Writing in English requires vocabulary fluency
Sometimes English composition teachers need to focus ESL student attention on word fluency. That is, the ability to recall words without dictionaries. Thus, teachers need a bag of activities to build and improve student vocabulary power. Here is one of those activities which all ESL teachers should keep in their back pocket.
ESL Dictogloss
This activity combines a variety of skills and doesn’t take much time. It’s called a dictogloss, a kind of dictation that involves note taking, group discussion and focused attention on language.
To begin, all you need is a short text. Perhaps 50 (beginners) to 200 (high intermediate level) words. It should be a passage which the students have read before (e.g. a section from a textbook).
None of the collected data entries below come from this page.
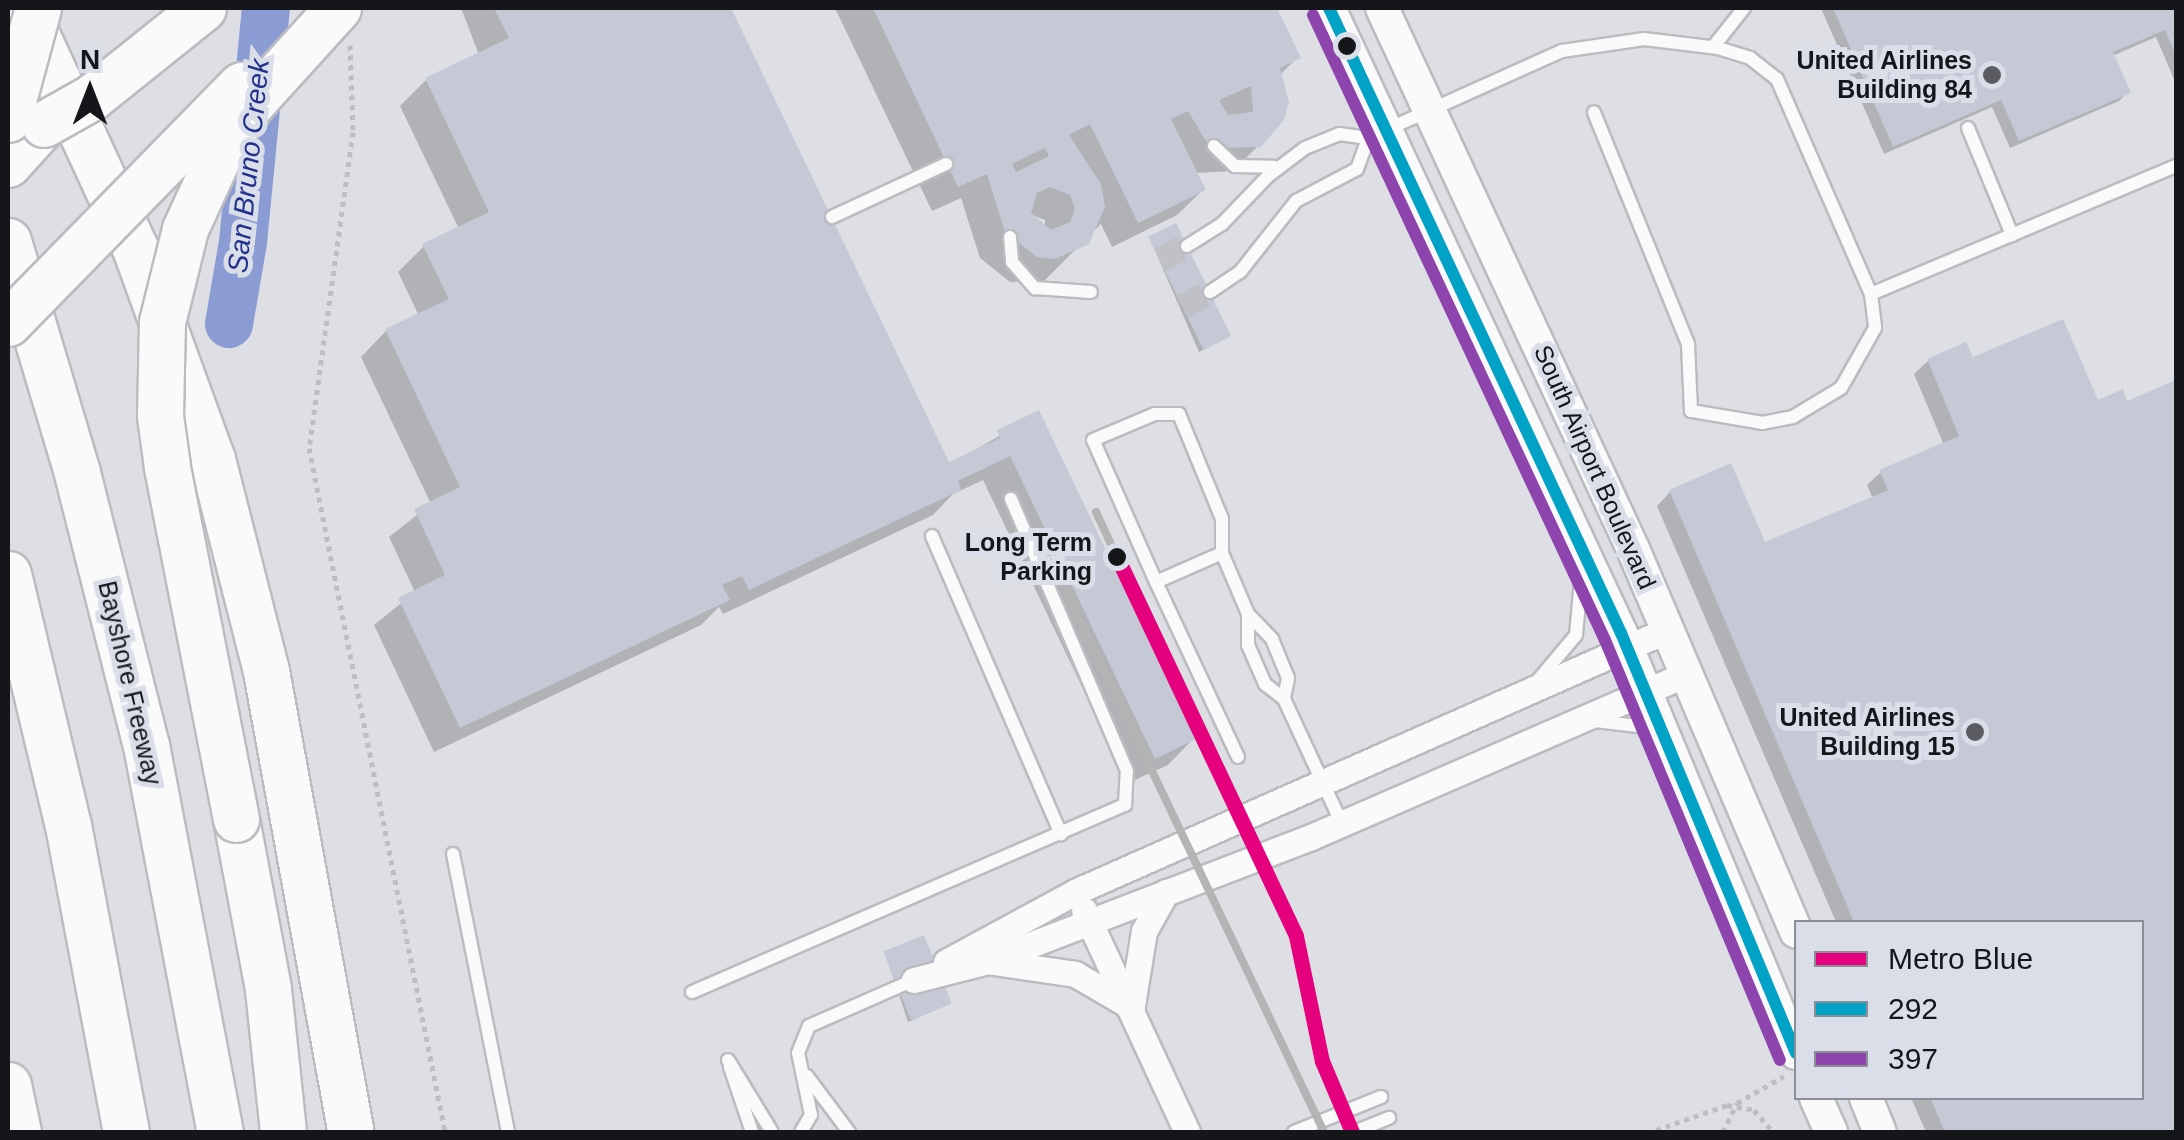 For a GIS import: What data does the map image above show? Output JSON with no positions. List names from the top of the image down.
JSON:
{
  "streets": {
    "highway": ["Bayshore Freeway"],
    "street": ["South Airport Boulevard"]
  },
  "water": ["San Bruno Creek"],
  "places": ["United Airlines Building 84", "Long Term Parking", "United Airlines Building 15"],
  "lines": ["transit line 292", "transit line 397", "metro line Blue"],
  "legend": ["Metro Blue", "292", "397"],
  "north": "top"
}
The activity runs like this:
- Teacher reads the text normal speed – students listen. No writing while reading. After reading give students 3-5 minutes to write notes.
- Teacher reads the same text a second time at normal speed – students listen while reading; 3-5 minutes of note taking after reading.
- Teachers reads a third time. Then, students in small groups reconstruct the whole text from their notes. One person is the writer.
- When time is over, teacher gives students full text. Students self check for accuracy.
This 30 minute activity combines lots of important skills, like listening, speaking, note taking, memory recall and writing.
It’s a worthwhile activity to give students a change of pace while building vocabulary and writing skills a the same time.
Thanks Rob, will give this a go. I’ve tried once before with a pre-intermediate class but the text was too long and it took forever. Agree that keeping it short is the key to making this work.
Thanks for the comment Nina. Let me know how it goes in class.